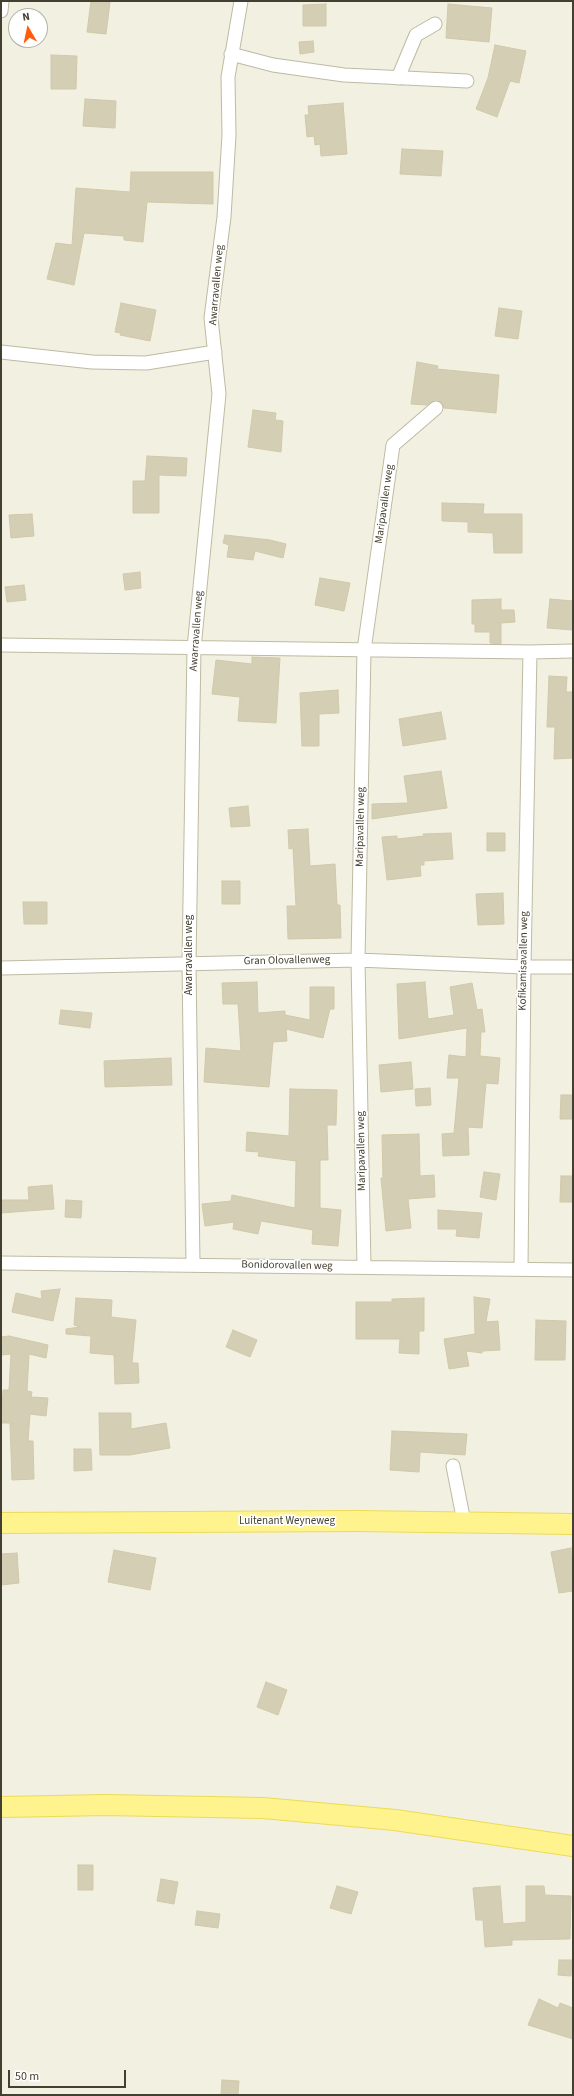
<!DOCTYPE html>
<html>
<head>
<meta charset="utf-8">
<style>
  body { margin:0 }
  #map { position:relative; width:574px; height:2096px; overflow:hidden; background:#f2f0e1; font-family:"Source Sans 3",sans-serif }
  canvas { display:block }
  .frame { position:absolute; inset:0; border:2px solid #444031; pointer-events:none }
  .north { position:absolute; left:8px; top:8px; width:40px; height:40px; box-sizing:border-box; background:#fff; border:1px solid #b4b3ad; border-radius:50%; rotate:351deg; font-size:11px; font-weight:700; line-height:16px; text-align:center; color:#444031 }
  .north::after { content:''; display:block; margin:auto; width:14px; height:18px; background:#ff5c0b; clip-path:polygon(50% 0,100% 100%,50% 72%,0 100%) }
  .scale { position:absolute; left:8px; top:2070px; width:118px; height:18px; box-sizing:border-box; border:2px solid #444031; border-top:0; padding-left:5px; font-size:12px; line-height:14px; white-space:nowrap; color:#444031; -webkit-text-stroke:3px #fff; paint-order:stroke }
</style>
</head>
<body>
<div id="map">
<canvas width="574" height="2096"></canvas>
<div class="frame"></div>
<div class="north">N</div>
<div class="scale">50 m</div>
</div>
<script>
const ctx = document.querySelector('canvas').getContext('2d');
ctx.lineJoin = 'round';
function fill(path, color) { ctx.fillStyle = color; ctx.fill(path, 'evenodd'); }
const poly = rows => new Path2D(rows.map(r => 'M' + r).join(''));
function stroke(path, color, width, dash) { ctx.strokeStyle = color; ctx.lineWidth = width; ctx.lineCap = dash ? 'butt' : 'round'; ctx.setLineDash(dash || []); ctx.stroke(path); }
function label(font, color, halo, rows, align = 'center') {
  ctx.font = font + ' "Source Sans 3",sans-serif'; ctx.lineWidth = 3.5; ctx.setLineDash([]); ctx.textBaseline = 'middle'; ctx.strokeStyle = halo; ctx.fillStyle = color; for (const [text, x, y, turn = 0] of rows) {
    ctx.save(); ctx.translate(x, y); ctx.rotate((+turn || 0) * Math.PI / 180); ctx.textAlign = isNaN(turn) ? turn : align; if (halo) ctx.strokeText(text, 0, 0); ctx.fillText(text, 0, 0); ctx.restore();
  }
}
const building = poly([
  [91,1,110,2,106,34,87,32,91,1],
  [326,4,326,26,303,26,303,5,326,4],
  [448,4,492,8,489,42,446,38,448,4],
  [313,41,314,52,300,54,299,42,313,41],
  [495,45,526,51,519,83,510,81,497,117,476,109,488,78,495,45],
  [51,55,77,56,76,89,51,89,51,55],
  [85,99,116,101,115,128,83,126,85,99],
  [343,103,347,154,321,156,320,144,315,145,314,136,307,137,305,115,309,115,308,106,343,103],
  [402,149,443,151,441,176,400,174,402,149],
  [131,172,213,172,213,204,147,202,143,242,124,240,124,236,84,233,74,285,47,279,56,243,72,245,76,188,130,192,131,172],
  [121,303,156,310,150,341,120,335,121,333,115,332,121,303],
  [499,308,522,311,518,339,495,336,499,308],
  [417,362,438,366,437,369,499,375,496,413,444,408,442,403,438,400,434,400,427,405,411,404,417,362],
  [253,410,276,413,275,420,283,421,281,452,248,447,253,410],
  [147,456,187,458,186,476,159,475,159,513,133,513,133,481,145,481,147,456],
  [442,503,484,504,483,514,522,514,522,553,494,553,493,533,468,532,468,522,442,521,442,503],
  [32,514,34,536,11,538,9,515,32,514],
  [225,535,270,540,286,544,283,558,255,551,253,560,227,557,229,545,223,543,225,535],
  [140,572,141,588,125,590,123,574,140,572],
  [320,578,350,583,344,611,315,605,320,578],
  [24,585,26,600,7,602,5,587,24,585],
  [501,599,501,610,514,610,515,622,501,623,501,644,490,643,490,632,475,632,475,624,472,624,472,600,501,599],
  [550,599,573,601,573,630,547,628,550,599],
  [252,657,280,658,276,723,238,721,240,697,212,694,216,660,252,664,252,657],
  [549,676,567,677,566,692,573,692,573,758,554,759,555,727,547,727,549,676],
  [338,690,339,713,319,714,319,746,302,746,300,693,338,690],
  [441,712,446,739,403,746,399,719,441,712],
  [441,771,447,808,372,819,372,804,408,803,404,776,441,771],
  [248,806,250,826,231,827,229,808,248,806],
  [308,829,310,866,335,864,337,905,340,905,341,938,288,939,287,906,296,906,293,848,289,849,288,830,308,829],
  [451,833,453,859,424,861,424,865,420,865,421,876,387,880,382,837,397,836,397,839,424,836,423,834,451,833],
  [487,833,505,833,505,851,487,851,487,833],
  [222,881,240,881,240,904,222,904,222,881],
  [503,893,504,924,478,925,476,894,503,893],
  [23,902,47,902,47,924,24,924,23,902],
  [257,982,258,1013,285,1011,285,1015,310,1020,310,987,334,987,334,1009,330,1009,323,1038,286,1029,287,1041,273,1042,269,1087,204,1082,206,1048,241,1051,238,1004,223,1004,222,983,257,982],
  [425,982,428,1019,454,1015,450,987,472,983,477,1010,482,1009,485,1032,481,1032,480,1056,500,1058,498,1084,486,1083,482,1128,468,1127,469,1155,443,1156,442,1134,454,1133,459,1078,447,1078,449,1055,466,1057,467,1028,399,1039,397,984,425,982],
  [61,1010,92,1013,90,1028,59,1024,61,1010],
  [171,1058,172,1085,105,1087,104,1061,171,1058],
  [411,1062,413,1089,381,1092,379,1065,411,1062],
  [430,1088,431,1105,416,1106,415,1089,430,1088],
  [290,1089,337,1090,336,1125,327,1125,328,1160,320,1160,320,1208,341,1210,338,1246,312,1244,313,1230,261,1221,258,1234,233,1229,234,1222,205,1226,202,1204,231,1201,232,1195,295,1208,296,1161,258,1156,259,1152,246,1151,247,1132,289,1136,290,1089],
  [561,1095,573,1095,573,1119,560,1119,561,1095],
  [419,1134,420,1176,434,1175,435,1197,408,1199,411,1228,386,1231,381,1178,383,1178,382,1135,419,1134],
  [484,1172,500,1174,496,1200,480,1197,484,1172],
  [561,1176,573,1176,573,1202,560,1202,561,1176],
  [52,1185,54,1209,1,1213,1,1200,29,1200,28,1187,52,1185],
  [66,1200,82,1201,81,1218,65,1217,66,1200],
  [438,1210,482,1213,479,1238,456,1236,457,1229,438,1229,438,1210],
  [60,1289,53,1321,12,1312,16,1293,42,1299,41,1291,60,1289],
  [474,1297,490,1299,486,1322,498,1321,500,1350,482,1351,482,1353,466,1351,469,1366,449,1369,444,1339,475,1334,474,1297],
  [76,1298,112,1300,111,1317,136,1320,132,1363,138,1363,139,1383,115,1384,114,1355,90,1353,91,1336,66,1334,66,1329,80,1327,74,1325,76,1298],
  [424,1298,424,1331,419,1331,419,1354,399,1353,400,1339,356,1339,356,1302,392,1302,392,1299,424,1298],
  [536,1320,566,1321,565,1360,535,1360,536,1320],
  [233,1330,257,1340,250,1357,226,1347,233,1330],
  [9,1336,48,1345,46,1358,29,1354,27,1391,32,1392,31,1397,48,1398,46,1416,30,1414,28,1441,33,1441,34,1479,12,1480,10,1423,1,1423,3,1390,9,1390,11,1354,1,1355,1,1337,9,1336],
  [99,1413,131,1413,131,1429,166,1423,170,1448,130,1455,100,1455,99,1413],
  [392,1431,467,1434,465,1455,420,1452,419,1472,390,1470,392,1431],
  [74,1449,91,1449,92,1470,74,1471,74,1449],
  [571,1548,573,1591,559,1593,551,1552,571,1548],
  [114,1550,156,1558,150,1590,108,1582,114,1550],
  [17,1553,19,1583,1,1585,1,1554,17,1553],
  [266,1682,287,1690,278,1715,257,1707,266,1682],
  [78,1865,93,1865,93,1890,78,1890,78,1865],
  [161,1879,178,1882,174,1904,157,1901,161,1879],
  [337,1886,358,1892,351,1914,330,1908,337,1886],
  [500,1886,503,1924,526,1922,526,1886,544,1886,545,1895,571,1896,570,1939,512,1940,512,1945,485,1947,483,1920,476,1920,473,1888,500,1886],
  [197,1911,220,1914,218,1928,195,1925,197,1911],
  [559,1960,572,1960,571,1976,558,1975,559,1960],
  [539,1999,558,2008,560,2003,573,2008,573,2039,528,2025,539,1999],
  [222,2080,239,2081,238,2095,221,2095,222,2080]
]);
fill(building, '#d4ceb5');
stroke(building, '#d0c8a8', 1);
const minor = poly([
  [1,11,2,1],
  [231,54,273,65,344,75,467,81],
  [398,78,416,35,435,24],
  [1,352,92,362,146,363,215,352],
  [1,645,530,652,573,651],
  [1,968,358,960,524,967,573,967],
  [1,1263,573,1270],
  [193,1264,189,963,194,648,219,394,211,318,224,217,229,135,228,77,241,1],
  [364,1267,358,960,364,650,393,445,436,408],
  [521,1269,524,967,530,652],
  [453,1466,464,1522]
]);
const primary = poly([
  [1,1523,357,1521,573,1524],
  [1,1807,106,1805,263,1808,395,1820,573,1846]
]);
stroke(minor, '#bebaa3', 15);
stroke(primary, '#eddb54', 22);
stroke(minor, '#fff', 13);
stroke(primary, '#fff38d', 20);
label('11px', '#444031', '#fff', [
  ["Awarravallen weg",217,285,-85],
  ["Maripavallen weg",385,504,-82],
  ["Awarravallen weg",197,631,-86],
  ["Maripavallen weg",361,827,-89],
  ["Awarravallen weg",190,955,-90],
  ["Gran Olovallenweg",287,961,-1],
  ["Kofikamisavallen weg",524,961,-89],
  ["Maripavallen weg",362,1151,-91],
  ["Bonidorovallen weg",287,1266,1],
  ["Luitenant Weyneweg",287,1522]
]);
</script>
</body>
</html>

• **Your assignment**:
Verbatim transcription needed, from the opening line of the entries above through the line containing "position:absolute; left:8px; top:8px;"; pictures do not belong in it.

• **Expected answer**:
<!DOCTYPE html>
<html>
<head>
<meta charset="utf-8">
<style>
  body { margin:0 }
  #map { position:relative; width:574px; height:2096px; overflow:hidden; background:#f2f0e1; font-family:"Source Sans 3",sans-serif }
  canvas { display:block }
  .frame { position:absolute; inset:0; border:2px solid #444031; pointer-events:none }
  .north { position:absolute; left:8px; top:8px; width:40px; height:40px; box-sizing:border-box; background:#fff; border:1px solid #b4b3ad; border-radius:50%; rotate:351deg; font-size:11px; font-weight:700; line-height:16px; text-align:center; color:#444031 }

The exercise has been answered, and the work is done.